Rutelli, il signore delle tessere

Allora che ti meraviglii!, canta Gianna Nannini: e in tutta franchezza, che c’è di strano o di nuovo nell’apprendere che approssimandosi il congresso della Margherita raddoppiano i tesserati? Mancava la prova provata, l’esame del Dna o il test al carbonio 14, per dimostrare al di là di ogni dubbio che il partito dall’ingestibile etichetta di «Democrazia è libertà - la Margherita», sia l’unico erede legittimo della Democrazia cristiana? Ora c’è. Rivela che son vivi e lottano insieme a loro i signori delle tessere, le anime morte e quelle sospese, i defunti e gli ospiti dei cronicari in servizio permanente quanto ignaro. Vedi che la Storia si ripete? E se nel bis finisce in farsa la colpa non è di Carlo Marx che lo annotava ma di Francesco Rutelli, di Franco Marini e Pierluigi Castagnetti che l’han praticato, secondo l’accusa di Willer Bordon e dei prodiani.

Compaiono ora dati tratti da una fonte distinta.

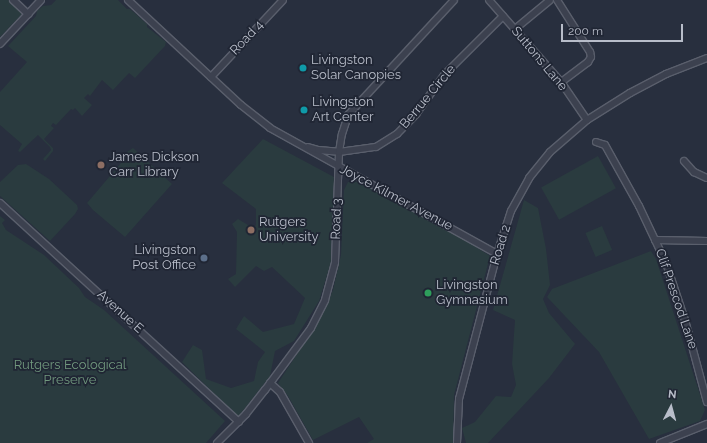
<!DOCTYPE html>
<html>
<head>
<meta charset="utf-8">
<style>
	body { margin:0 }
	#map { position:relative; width:707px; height:443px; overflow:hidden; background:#282f3e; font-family:Raleway,sans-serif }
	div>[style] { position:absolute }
	.green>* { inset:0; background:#2a3b3f; transform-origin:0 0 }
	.roads { filter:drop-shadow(1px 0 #5a5f6c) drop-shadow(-1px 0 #5a5f6c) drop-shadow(0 1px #5a5f6c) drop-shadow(0 -1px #5a5f6c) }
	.minor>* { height:6px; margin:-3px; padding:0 3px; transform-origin:3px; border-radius:3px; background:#3c414f }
	.dots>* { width:11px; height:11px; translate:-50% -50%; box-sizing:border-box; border:2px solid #202634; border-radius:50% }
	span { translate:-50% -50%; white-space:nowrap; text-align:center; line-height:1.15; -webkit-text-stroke:3.5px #202634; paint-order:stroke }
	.street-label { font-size:13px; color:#b8bdc9 }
	.poi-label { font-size:13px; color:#b8bdc9 }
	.left { translate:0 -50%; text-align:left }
	.right { translate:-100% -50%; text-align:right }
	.park-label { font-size:13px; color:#71987e }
	.north { position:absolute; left:651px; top:387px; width:40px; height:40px; -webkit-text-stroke:3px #202634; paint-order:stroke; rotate:6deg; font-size:11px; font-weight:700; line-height:16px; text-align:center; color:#b8bdc9 }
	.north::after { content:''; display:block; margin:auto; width:14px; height:18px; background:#b8bdc9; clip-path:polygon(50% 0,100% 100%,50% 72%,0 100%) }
	.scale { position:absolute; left:561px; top:24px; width:122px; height:18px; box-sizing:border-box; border:2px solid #b8bdc9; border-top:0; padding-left:5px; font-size:12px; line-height:14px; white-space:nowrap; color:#b8bdc9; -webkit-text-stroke:3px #202634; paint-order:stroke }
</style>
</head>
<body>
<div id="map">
	<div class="green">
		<div style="clip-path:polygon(0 0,8px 0,22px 14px,0 37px)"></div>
		<div style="clip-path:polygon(56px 0,118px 0,127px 9px,130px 9px,147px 24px,147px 27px,166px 42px,165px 46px,135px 78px,129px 73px,113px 90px,102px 80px,90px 96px,88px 94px,84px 98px,92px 105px,82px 116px,75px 108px,73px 110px,71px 109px,56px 125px,53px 123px,51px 126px,54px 128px,44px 139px,53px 148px,53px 151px,45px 161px,43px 159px,51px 150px,50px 147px,38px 135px,20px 152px,18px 151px,22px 144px,0 125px,0 92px,27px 62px,8px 46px,36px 16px,37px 11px,43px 6px,51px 5px)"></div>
		<div style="clip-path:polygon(263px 139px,334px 177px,331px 262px,319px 301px,294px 341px,275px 351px,270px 376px,238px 417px,182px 362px,193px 345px,202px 350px,206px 379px,231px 388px,254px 381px,258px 362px,265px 352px,236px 329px,244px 316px,263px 332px,294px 324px,305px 298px,272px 267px,264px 271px,256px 266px,235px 287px,228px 279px,236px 274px,237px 232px,232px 224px,238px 219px,253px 228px,256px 225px,256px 209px,222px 183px)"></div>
		<div style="clip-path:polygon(133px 148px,172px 184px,125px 237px,93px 210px,87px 203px,121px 163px,127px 152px)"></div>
		<div style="left:598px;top:156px;width:37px;height:65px;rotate:61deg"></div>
		<div style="clip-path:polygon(26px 164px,49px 179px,77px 205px,78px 209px,75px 214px,50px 241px,0 196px,0 182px,18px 165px)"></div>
		<div style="clip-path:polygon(348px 182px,358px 182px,448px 229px,490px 256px,454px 395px,453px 443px,367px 443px,374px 439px,359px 417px,313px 440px,288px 396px,278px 383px,320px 319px,333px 290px,341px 255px,344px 190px)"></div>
		<div style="clip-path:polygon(524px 200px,538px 208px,546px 249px,550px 285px,543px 299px,549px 313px,575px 344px,549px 378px,488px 443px,466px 443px,462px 428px,475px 422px,496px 396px,511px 397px,516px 385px,512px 364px,515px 320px,493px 310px)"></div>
		<div style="clip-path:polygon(0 216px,5px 220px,2px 223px,6px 230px,44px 255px,79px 288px,85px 297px,104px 310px,225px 421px,206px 443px,0 443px)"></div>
		<div style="left:602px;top:226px;width:26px;height:18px;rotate:67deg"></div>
		<div style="clip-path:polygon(651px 251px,656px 259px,705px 410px,700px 421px,649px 439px,599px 352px,547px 297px,552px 289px)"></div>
	</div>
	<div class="roads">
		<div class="minor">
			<div style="left:13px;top:0;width:21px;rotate:43deg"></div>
			<div style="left:128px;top:0;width:154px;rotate:42.9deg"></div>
			<div style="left:241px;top:105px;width:37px;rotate:38deg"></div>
			<div style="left:270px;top:128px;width:260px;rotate:29deg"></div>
			<div style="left:489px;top:0;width:109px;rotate:48.7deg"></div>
			<div style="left:561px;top:82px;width:46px;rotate:55.6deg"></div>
			<div style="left:557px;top:0;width:62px;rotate:57.6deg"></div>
			<div style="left:590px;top:52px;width:5px;rotate:79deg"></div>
			<div style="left:591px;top:57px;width:6px;rotate:121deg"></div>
			<div style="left:588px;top:62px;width:34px;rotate:143deg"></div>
			<div style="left:515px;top:29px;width:45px;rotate:-39.6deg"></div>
			<div style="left:0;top:44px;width:60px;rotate:-47deg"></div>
			<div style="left:211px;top:77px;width:105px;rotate:-46.9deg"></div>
			<div style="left:596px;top:142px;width:9px;rotate:18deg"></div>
			<div style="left:605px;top:145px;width:70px;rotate:60.9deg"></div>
			<div style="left:639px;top:206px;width:63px;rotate:64.7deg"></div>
			<div style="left:666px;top:263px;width:60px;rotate:71.6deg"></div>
			<div style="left:685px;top:320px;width:85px;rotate:75deg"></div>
			<div style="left:308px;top:147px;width:10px;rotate:17deg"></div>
			<div style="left:318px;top:150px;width:21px;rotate:5deg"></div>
			<div style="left:339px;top:152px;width:37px;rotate:-8deg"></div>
			<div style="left:376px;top:147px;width:25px;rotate:-32deg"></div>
			<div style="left:397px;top:134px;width:28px;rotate:-46deg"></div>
			<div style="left:416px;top:114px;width:49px;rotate:-54.1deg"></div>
			<div style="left:445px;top:74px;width:82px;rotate:-45deg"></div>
			<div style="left:684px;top:161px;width:15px;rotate:48deg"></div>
			<div style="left:694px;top:172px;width:14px;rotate:25deg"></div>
			<div style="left:0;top:203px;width:324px;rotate:42.5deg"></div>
			<div style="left:655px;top:240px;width:52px;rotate:1.1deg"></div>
			<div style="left:270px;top:383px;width:13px;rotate:42deg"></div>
			<div style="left:280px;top:392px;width:59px;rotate:60.4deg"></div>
			<div style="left:217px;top:443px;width:41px;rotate:-45deg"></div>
			<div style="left:246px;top:414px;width:31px;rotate:-52deg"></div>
			<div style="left:265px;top:390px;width:77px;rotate:-53.4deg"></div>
			<div style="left:311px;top:328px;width:31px;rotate:-63deg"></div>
			<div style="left:325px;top:300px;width:39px;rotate:-75deg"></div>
			<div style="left:335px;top:262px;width:110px;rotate:-87.9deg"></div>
			<div style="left:339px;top:152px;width:18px;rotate:-81deg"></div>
			<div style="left:342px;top:134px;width:20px;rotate:-72deg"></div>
			<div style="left:348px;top:115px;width:156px;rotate:-47.3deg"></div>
			<div style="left:457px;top:443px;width:44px;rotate:-87.4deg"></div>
			<div style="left:459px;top:399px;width:150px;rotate:-75.3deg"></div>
			<div style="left:497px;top:254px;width:45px;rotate:-72deg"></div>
			<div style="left:511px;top:211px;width:38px;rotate:-61deg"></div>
			<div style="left:529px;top:178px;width:33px;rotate:-51deg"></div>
			<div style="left:550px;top:152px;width:49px;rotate:-40.9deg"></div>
			<div style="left:587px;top:120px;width:51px;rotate:-32.1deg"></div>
			<div style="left:630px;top:93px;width:41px;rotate:-27.8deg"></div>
			<div style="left:666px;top:74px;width:44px;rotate:-21.3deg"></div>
			<div style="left:660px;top:443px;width:51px;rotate:-22deg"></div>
		</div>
	</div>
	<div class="dots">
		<div style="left:303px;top:68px;background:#0f9aa8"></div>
		<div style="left:304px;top:110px;background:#0f9aa8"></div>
		<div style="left:101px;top:165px;background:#8d6e63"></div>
		<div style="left:251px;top:230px;background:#8d6e63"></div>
		<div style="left:204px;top:258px;background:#5c6f8a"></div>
		<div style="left:428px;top:293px;background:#2e9e5b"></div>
	</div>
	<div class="street-label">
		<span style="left:247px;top:38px;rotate:-47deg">Road 4</span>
		<span style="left:539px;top:59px;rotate:50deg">Suttons Lane</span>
		<span style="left:428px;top:97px;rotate:-50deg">Berrue Circle</span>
		<span style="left:396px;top:198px;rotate:28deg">Joyce Kilmer Avenue</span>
		<span style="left:337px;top:219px;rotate:-88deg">Road 3</span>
		<span style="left:501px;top:245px;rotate:-73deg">Road 2</span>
		<span style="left:676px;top:299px;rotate:71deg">Clif Prescod Lane</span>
		<span style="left:120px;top:312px;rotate:42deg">Avenue E</span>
	</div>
	<div class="poi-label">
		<span class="left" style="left:311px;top:68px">Livingston<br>Solar Canopies</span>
		<span class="left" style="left:312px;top:110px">Livingston<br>Art Center</span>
		<span class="left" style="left:109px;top:165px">James Dickson<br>Carr Library</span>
		<span class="left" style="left:259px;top:230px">Rutgers<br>University</span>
		<span class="right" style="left:196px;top:258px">Livingston<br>Post Office</span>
		<span class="left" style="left:436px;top:293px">Livingston<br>Gymnasium</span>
	</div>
	<div class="park-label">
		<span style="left:70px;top:373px">Rutgers Ecological<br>Preserve</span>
	</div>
	<div class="north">N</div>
	<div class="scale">200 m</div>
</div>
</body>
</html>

Dunque, par che le 250mila tessere dell’anno scorso sian già montate a 450mila. Al profano può sembrare una inutile gonfiatura, una truffa in stile Parmalat ma con soldi del Monòpoli, però in un congresso di partito le tessere son moneta sonante, perché alla base delle deleghe ci son le tessere. Così, chi ha arruolato quei 200mila tesserati a tambur battente, oltre al Tapiro d’oro - che d’oro non è - ha rastrellato un 40% dei mille delegati da inviare al congresso di primavera. «Sono arrivati gli uomini con la borsa: una delega di duemila voti vale dieci milioni di lire», confessavano i peones nel congresso di Roma del ’76. Della Dc, ovviamente. Ma il tempo passa e le pulsioni resistono, è legge di natura. Poiché dal voto dei delegati al congresso discendono i rapporti di forza nel parlamentino interno e sul ponte di comando, il peso numerico delle correnti, le quote di ministri e sottosegretari spettanti. Tessere fa rima con truppe mastellate, manuale Cencelli e Scudocrociato. Da sempre e per sempre.
Ovvio dunque, che per moltiplicare pani e pesci si saccheggino gli uffici anagrafici, s’imbianchino lapidi e cippi funerari, l’elenco del telefono diventi il libro più prezioso e compulsato. Come ai bei tempi. Ci provarono una volta nella Dc, i «rinnovatori», a mettere un freno al proliferar delle tessere stabilendo tetti territoriali e bilanciando le deleghe congressuali coi voti effettivi presi in quella zona. Niente da fare, le tessere fiorivano più delle ginestre e dei voti. Come oggi del resto, se Bordon denuncia che «in alcune situazioni il rapporto fra elettori e iscritti è decisamente fuori scala». L’unica differenza sta semmai nell’entità del miracolo: ma da allora ad oggi i giganti son divenuti pigmei, a ulteriore dimostrazione che aveva ragione Marx
Sapete quante tessere poteva «spararsi» la Dc veneta di Mariano Rumor e Toni Bisaglia, che costituiva il nerbo del correntone doroteo? Contava 152mila iscritti nel ’72, una sola regione quasi la metà dell’attuale Margherita. A Rumor dunque toccava il ministero dell’Interno se non il governo, e a Bisaglia quanto meno le Partecipazioni statali. E l’altro pilastro doroteo, quello napoletano di Antonio Gava? Soltanto a Napoli, 35mila tesserati. Che sommati a quelli andreottiani di Paolo Cirino Pomicino e a quelli della sinistra interna di Ciriaco De Mita democristianizzavano l’intera città. Ma don Antonio, accusato di far votare i defunti nelle sezioni democristiane di Napoli, rispondeva con solennità: «Sono i morti che tengono in vita a Roma i governi».
Tessere e truppe mastellate, facevano vincere i congressi. I pullman di sostegno c’eran sempre stati ma Clemente Mastella, che allora era il braccio destro di De Mita, aveva portato il fenomeno al parossismo con decine e decine di pullman irpini e sanniti quando alla tribuna era atteso il suo leader. Tant’è che di quel combinato disposto, deleghe taroccate e spalti urlanti, la Margherita ha ancora bisogno.

Vedi che pure Rutelli s’è democristianizzato interamente? Lui, cresciuto in un partito, quello radicale, dove ai congressi votavano direttamente i tesserati purché presenti in carne ed ossa. E anziché ingrassare, dimagrivano sfibrati dai digiuni.